*** Block opens ***

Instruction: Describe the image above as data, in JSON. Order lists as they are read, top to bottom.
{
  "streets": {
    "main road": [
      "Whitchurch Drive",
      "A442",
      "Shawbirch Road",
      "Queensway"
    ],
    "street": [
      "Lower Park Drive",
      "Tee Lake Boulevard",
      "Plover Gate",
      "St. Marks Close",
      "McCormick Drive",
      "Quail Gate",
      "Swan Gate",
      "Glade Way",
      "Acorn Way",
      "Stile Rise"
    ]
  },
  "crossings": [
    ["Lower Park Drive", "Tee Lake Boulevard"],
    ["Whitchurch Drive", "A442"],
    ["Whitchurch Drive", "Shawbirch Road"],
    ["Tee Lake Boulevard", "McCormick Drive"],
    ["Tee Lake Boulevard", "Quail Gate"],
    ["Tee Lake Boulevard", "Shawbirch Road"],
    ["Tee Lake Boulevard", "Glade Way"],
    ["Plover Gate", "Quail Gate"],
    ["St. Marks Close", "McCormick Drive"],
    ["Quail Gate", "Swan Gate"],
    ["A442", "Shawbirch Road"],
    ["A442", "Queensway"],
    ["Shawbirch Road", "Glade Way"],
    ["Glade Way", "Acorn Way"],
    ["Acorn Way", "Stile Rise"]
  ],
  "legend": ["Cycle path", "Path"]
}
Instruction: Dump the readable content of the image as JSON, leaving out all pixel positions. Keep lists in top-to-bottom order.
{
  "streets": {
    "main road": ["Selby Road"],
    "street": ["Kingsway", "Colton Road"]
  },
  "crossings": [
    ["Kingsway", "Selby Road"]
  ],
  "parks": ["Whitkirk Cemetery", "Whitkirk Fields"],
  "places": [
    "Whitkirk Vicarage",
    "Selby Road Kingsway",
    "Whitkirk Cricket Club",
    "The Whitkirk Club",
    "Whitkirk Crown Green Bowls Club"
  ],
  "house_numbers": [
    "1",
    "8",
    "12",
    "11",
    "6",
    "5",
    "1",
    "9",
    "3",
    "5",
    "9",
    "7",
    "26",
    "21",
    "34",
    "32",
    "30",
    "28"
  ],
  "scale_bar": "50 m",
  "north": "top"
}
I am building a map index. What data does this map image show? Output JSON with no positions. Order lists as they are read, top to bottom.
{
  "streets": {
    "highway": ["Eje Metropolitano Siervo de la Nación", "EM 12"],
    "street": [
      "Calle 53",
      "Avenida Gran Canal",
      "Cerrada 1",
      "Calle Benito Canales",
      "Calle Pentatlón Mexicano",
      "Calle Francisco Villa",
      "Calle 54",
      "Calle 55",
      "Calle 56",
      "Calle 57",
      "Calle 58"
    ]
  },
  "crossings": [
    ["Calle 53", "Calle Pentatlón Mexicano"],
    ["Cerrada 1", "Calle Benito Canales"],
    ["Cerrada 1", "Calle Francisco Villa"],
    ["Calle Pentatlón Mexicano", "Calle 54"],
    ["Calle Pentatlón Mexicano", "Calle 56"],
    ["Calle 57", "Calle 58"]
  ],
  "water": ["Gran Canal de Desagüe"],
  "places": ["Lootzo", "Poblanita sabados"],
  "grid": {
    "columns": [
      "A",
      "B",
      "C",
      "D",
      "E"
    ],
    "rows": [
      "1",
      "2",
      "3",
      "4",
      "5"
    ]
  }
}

*** Block closes ***

## Work instructions
The full set of entries above has to be restated exactly.

## Solution to this exercise
Instruction: Describe the image above as data, in JSON. Order lists as they are read, top to bottom.
{
  "streets": {
    "main road": [
      "Whitchurch Drive",
      "A442",
      "Shawbirch Road",
      "Queensway"
    ],
    "street": [
      "Lower Park Drive",
      "Tee Lake Boulevard",
      "Plover Gate",
      "St. Marks Close",
      "McCormick Drive",
      "Quail Gate",
      "Swan Gate",
      "Glade Way",
      "Acorn Way",
      "Stile Rise"
    ]
  },
  "crossings": [
    ["Lower Park Drive", "Tee Lake Boulevard"],
    ["Whitchurch Drive", "A442"],
    ["Whitchurch Drive", "Shawbirch Road"],
    ["Tee Lake Boulevard", "McCormick Drive"],
    ["Tee Lake Boulevard", "Quail Gate"],
    ["Tee Lake Boulevard", "Shawbirch Road"],
    ["Tee Lake Boulevard", "Glade Way"],
    ["Plover Gate", "Quail Gate"],
    ["St. Marks Close", "McCormick Drive"],
    ["Quail Gate", "Swan Gate"],
    ["A442", "Shawbirch Road"],
    ["A442", "Queensway"],
    ["Shawbirch Road", "Glade Way"],
    ["Glade Way", "Acorn Way"],
    ["Acorn Way", "Stile Rise"]
  ],
  "legend": ["Cycle path", "Path"]
}
Instruction: Dump the readable content of the image as JSON, leaving out all pixel positions. Keep lists in top-to-bottom order.
{
  "streets": {
    "main road": ["Selby Road"],
    "street": ["Kingsway", "Colton Road"]
  },
  "crossings": [
    ["Kingsway", "Selby Road"]
  ],
  "parks": ["Whitkirk Cemetery", "Whitkirk Fields"],
  "places": [
    "Whitkirk Vicarage",
    "Selby Road Kingsway",
    "Whitkirk Cricket Club",
    "The Whitkirk Club",
    "Whitkirk Crown Green Bowls Club"
  ],
  "house_numbers": [
    "1",
    "8",
    "12",
    "11",
    "6",
    "5",
    "1",
    "9",
    "3",
    "5",
    "9",
    "7",
    "26",
    "21",
    "34",
    "32",
    "30",
    "28"
  ],
  "scale_bar": "50 m",
  "north": "top"
}
I am building a map index. What data does this map image show? Output JSON with no positions. Order lists as they are read, top to bottom.
{
  "streets": {
    "highway": ["Eje Metropolitano Siervo de la Nación", "EM 12"],
    "street": [
      "Calle 53",
      "Avenida Gran Canal",
      "Cerrada 1",
      "Calle Benito Canales",
      "Calle Pentatlón Mexicano",
      "Calle Francisco Villa",
      "Calle 54",
      "Calle 55",
      "Calle 56",
      "Calle 57",
      "Calle 58"
    ]
  },
  "crossings": [
    ["Calle 53", "Calle Pentatlón Mexicano"],
    ["Cerrada 1", "Calle Benito Canales"],
    ["Cerrada 1", "Calle Francisco Villa"],
    ["Calle Pentatlón Mexicano", "Calle 54"],
    ["Calle Pentatlón Mexicano", "Calle 56"],
    ["Calle 57", "Calle 58"]
  ],
  "water": ["Gran Canal de Desagüe"],
  "places": ["Lootzo", "Poblanita sabados"],
  "grid": {
    "columns": [
      "A",
      "B",
      "C",
      "D",
      "E"
    ],
    "rows": [
      "1",
      "2",
      "3",
      "4",
      "5"
    ]
  }
}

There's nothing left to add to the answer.